This is an automated email from the ASF dual-hosted git repository.
JingsongLi pushed a commit to branch master
in repository https://gitbox.apache.org/repos/asf/paimon.git
The following commit(s) were added to refs/heads/master by this push:
new 2093598e1f [python] Fix upsert row_id validation failure on tables
with row_id holes (#8092)
2093598e1f is described below
commit 2093598e1f532bc905b485bd73478a92265325a9
Author: XiaoHongbo <[email protected]>
AuthorDate: Wed Jun 3 16:39:18 2026 +0800
[python] Fix upsert row_id validation failure on tables with row_id holes
(#8092)
---
.../pypaimon/ray/data_evolution_merge_join.py | 23 ++++++-----
paimon-python/pypaimon/tests/table_update_test.py | 44 +++++++++++++++++++++-
.../pypaimon/tests/table_upsert_by_key_test.py | 42 +++++++++++++++++++++
.../pypaimon/write/table_update_by_row_id.py | 33 +++++++---------
4 files changed, 110 insertions(+), 32 deletions(-)
diff --git a/paimon-python/pypaimon/ray/data_evolution_merge_join.py
b/paimon-python/pypaimon/ray/data_evolution_merge_join.py
index 40e7994b2d..f1b814a861 100644
--- a/paimon-python/pypaimon/ray/data_evolution_merge_join.py
+++ b/paimon-python/pypaimon/ray/data_evolution_merge_join.py
@@ -169,8 +169,9 @@ def distributed_update_apply(
frid_col = "_FIRST_ROW_ID"
captured_sorted = sorted_first_row_ids
captured_sorted_arr = np.asarray(captured_sorted, dtype=np.int64)
- first = captured_sorted_arr[0]
- total_row_count = planner.total_row_count
+ valid_ranges = planner.valid_row_id_ranges
+ range_starts = np.asarray([r.from_ for r in valid_ranges], dtype=np.int64)
+ range_ends = np.asarray([r.to for r in valid_ranges], dtype=np.int64)

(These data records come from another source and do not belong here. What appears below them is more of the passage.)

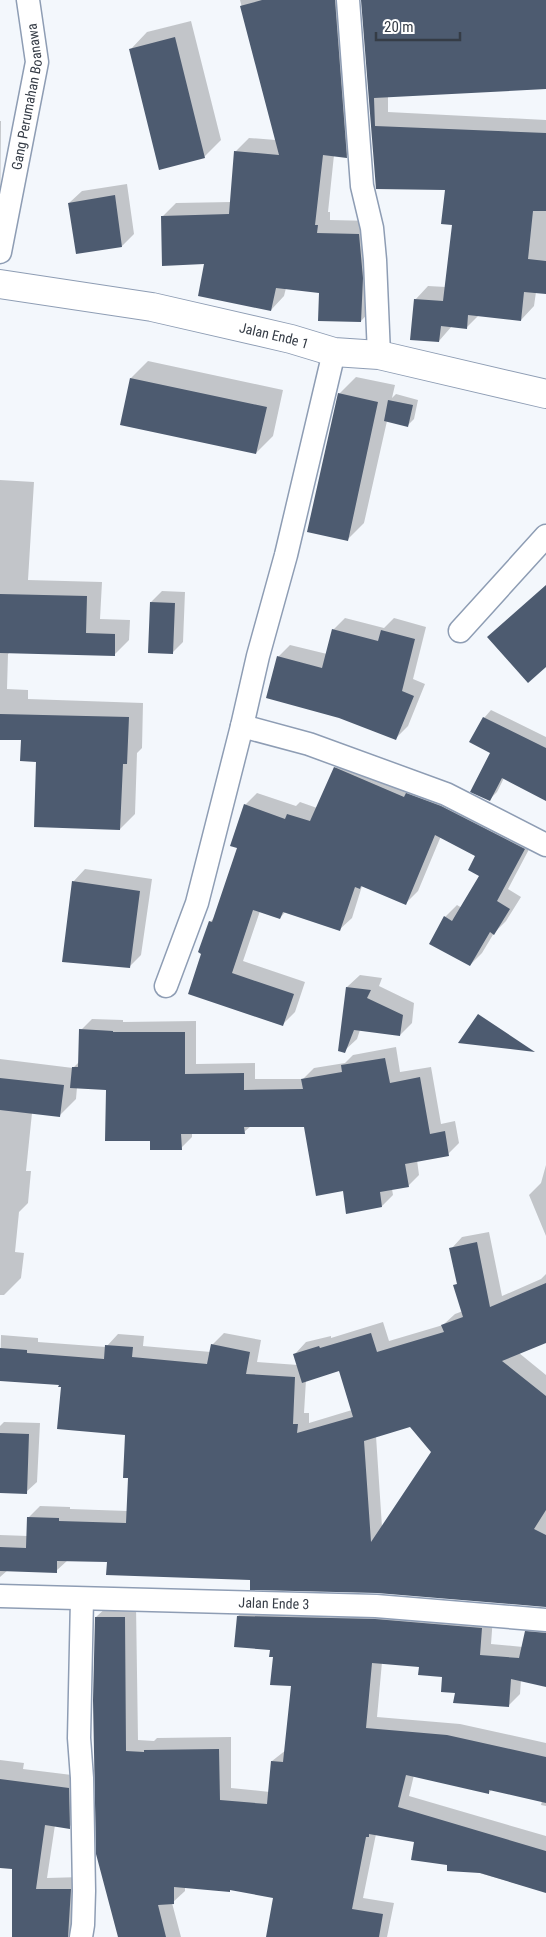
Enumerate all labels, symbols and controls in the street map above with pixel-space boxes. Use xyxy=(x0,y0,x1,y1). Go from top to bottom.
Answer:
scale bar xyxy=(376,10,460,42)
text: 20 m xyxy=(384,18,414,36)
street label: Gang Perumahan Boanawa xyxy=(8,22,45,171)
street label: Jalan Ende 1 xyxy=(238,319,311,352)
street label: Jalan Ende 3 xyxy=(238,1594,310,1612)

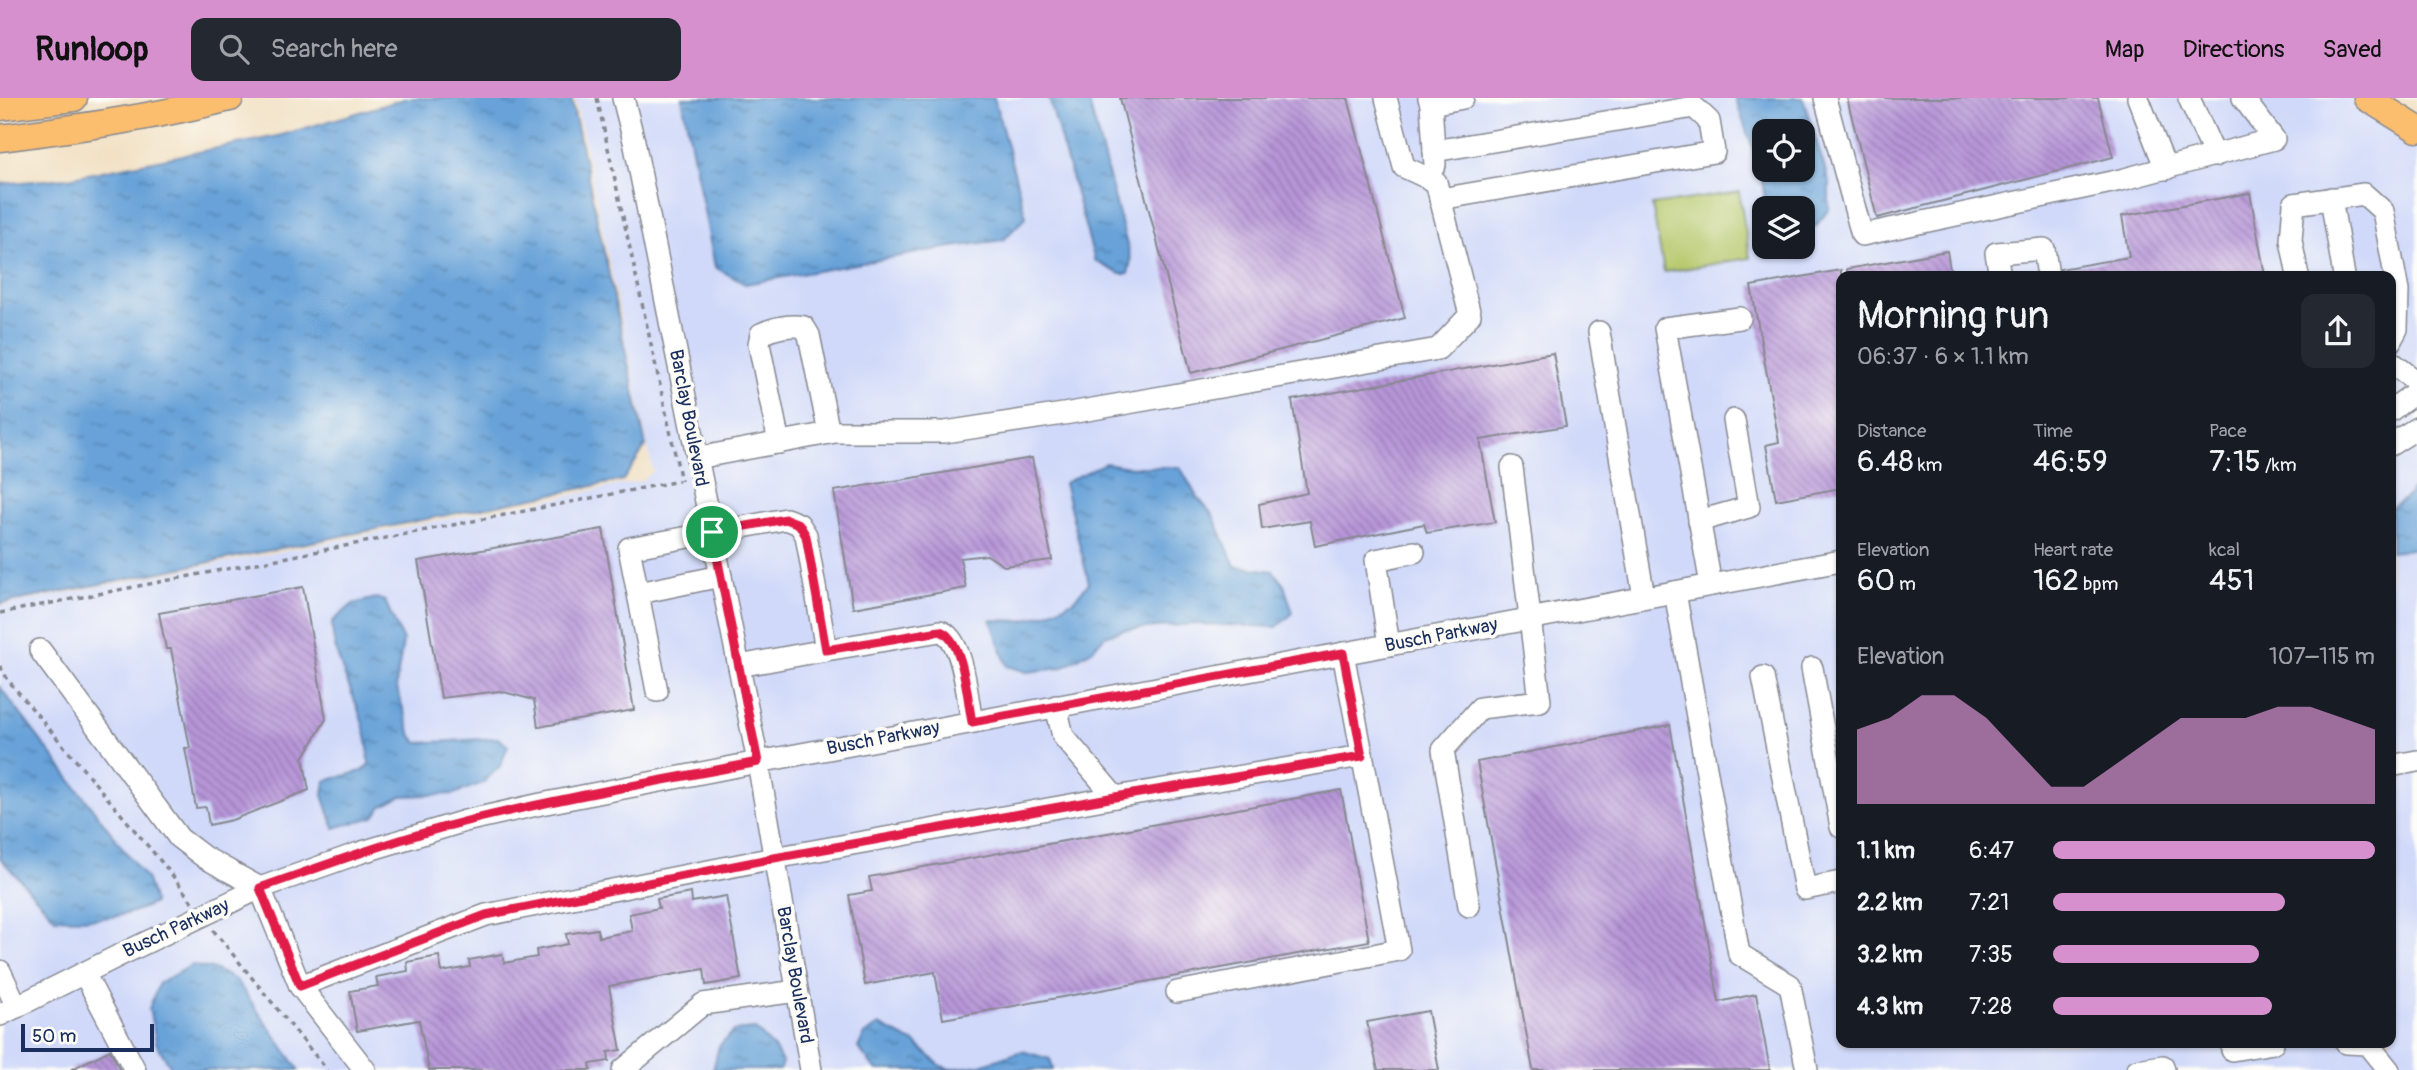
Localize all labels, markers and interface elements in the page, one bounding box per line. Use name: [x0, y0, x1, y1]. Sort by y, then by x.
search box: [191, 18, 681, 81]
text: Runloop: [35, 29, 149, 70]
icon: search: [215, 30, 253, 68]
text: Search here: [271, 33, 398, 65]
text: Map: [2105, 35, 2145, 64]
text: Directions: [2183, 35, 2284, 64]
text: Saved: [2322, 35, 2382, 64]
map controls: [1752, 119, 1815, 259]
button: locate: [1752, 119, 1815, 182]
button: layers: [1752, 196, 1815, 259]
text: Morning run: [1857, 292, 2049, 340]
button: share: [2301, 294, 2375, 368]
text: 06:37 · 6 × 1.1 km: [1857, 342, 2029, 371]
street label: Barclay Boulevard: [664, 347, 714, 489]
text: Distance: [1857, 419, 1926, 443]
text: Time: [2033, 419, 2073, 443]
text: Pace: [2209, 419, 2247, 443]
text: 6.48: [1857, 443, 1914, 480]
text: 46:59: [2033, 443, 2108, 480]
text: 7:15: [2209, 443, 2261, 480]
text: km: [1914, 453, 1942, 477]
text: /km: [2261, 453, 2297, 477]
pin: [682, 502, 742, 562]
icon: arrive: [693, 513, 731, 551]
text: Elevation: [1857, 538, 1929, 562]
text: Heart rate: [2033, 538, 2113, 562]
text: kcal: [2209, 538, 2240, 562]
text: 60: [1857, 562, 1895, 599]
text: 162: [2033, 562, 2079, 599]
text: 451: [2209, 562, 2254, 599]
text: m: [1895, 572, 1916, 596]
text: bpm: [2079, 572, 2118, 596]
street label: Busch Parkway: [1382, 612, 1500, 658]
text: Elevation: [1857, 642, 1945, 671]
text: 107–115 m: [2269, 642, 2375, 671]
street label: Busch Parkway: [824, 715, 942, 761]
text: 1.1 km: [1857, 836, 1915, 865]
text: 6:47: [1969, 836, 2014, 865]
text: 2.2 km: [1857, 888, 1923, 917]
text: 7:21: [1969, 888, 2009, 917]
street label: Busch Parkway: [119, 893, 233, 963]
street label: Barclay Boulevard: [771, 904, 819, 1046]
text: 3.2 km: [1857, 940, 1923, 969]
text: 7:35: [1969, 940, 2013, 969]
text: 4.3 km: [1857, 992, 1923, 1021]
text: 7:28: [1969, 992, 2012, 1021]
scale bar: [21, 1021, 154, 1053]
text: 50 m: [32, 1024, 76, 1048]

def _assign_frid(batch: pa.Table) -> pa.Table:
if batch.num_rows == 0:
@@ -184,15 +185,17 @@ def distributed_update_apply(
"or matched rows come from a different table."
)
rids = rid_col.to_numpy(zero_copy_only=False)
- # Out-of-range _ROW_IDs would silently map via searchsorted
wrap-around.
- out_of_range = (rids < first) | (rids >= total_row_count)
- if out_of_range.any():
- bad = rids[out_of_range][0]
+ # Check each row_id belongs to a valid range (vectorized).
+ in_range = np.zeros(len(rids), dtype=bool)
+ for s, e in zip(range_starts, range_ends):
+ in_range |= (rids >= s) & (rids <= e)
+ if not in_range.all():
+ bad = rids[~in_range][0]
raise ValueError(
- f"_ROW_ID {bad} is out of valid range "
- f"[{first}, {total_row_count}); planner snapshot "
- f"is stale or matched rows come from a different "
- f"table."
+ f"_ROW_ID {bad} does not belong to any valid range "
+ f"{[f'[{r.from_}, {r.to}]' for r in valid_ranges]}; "
+ f"planner snapshot is stale or matched rows come "
+ f"from a different table."
)
idx = np.searchsorted(
captured_sorted_arr, rids, side="right"
diff --git a/paimon-python/pypaimon/tests/table_update_test.py
b/paimon-python/pypaimon/tests/table_update_test.py
index 181cf7a11b..57ae605703 100644
--- a/paimon-python/pypaimon/tests/table_update_test.py
+++ b/paimon-python/pypaimon/tests/table_update_test.py
@@ -427,7 +427,7 @@ class _TableUpdateTestBase(DataEvolutionTestBase):
self.assertIn('_ROW_ID column', str(ctx.exception))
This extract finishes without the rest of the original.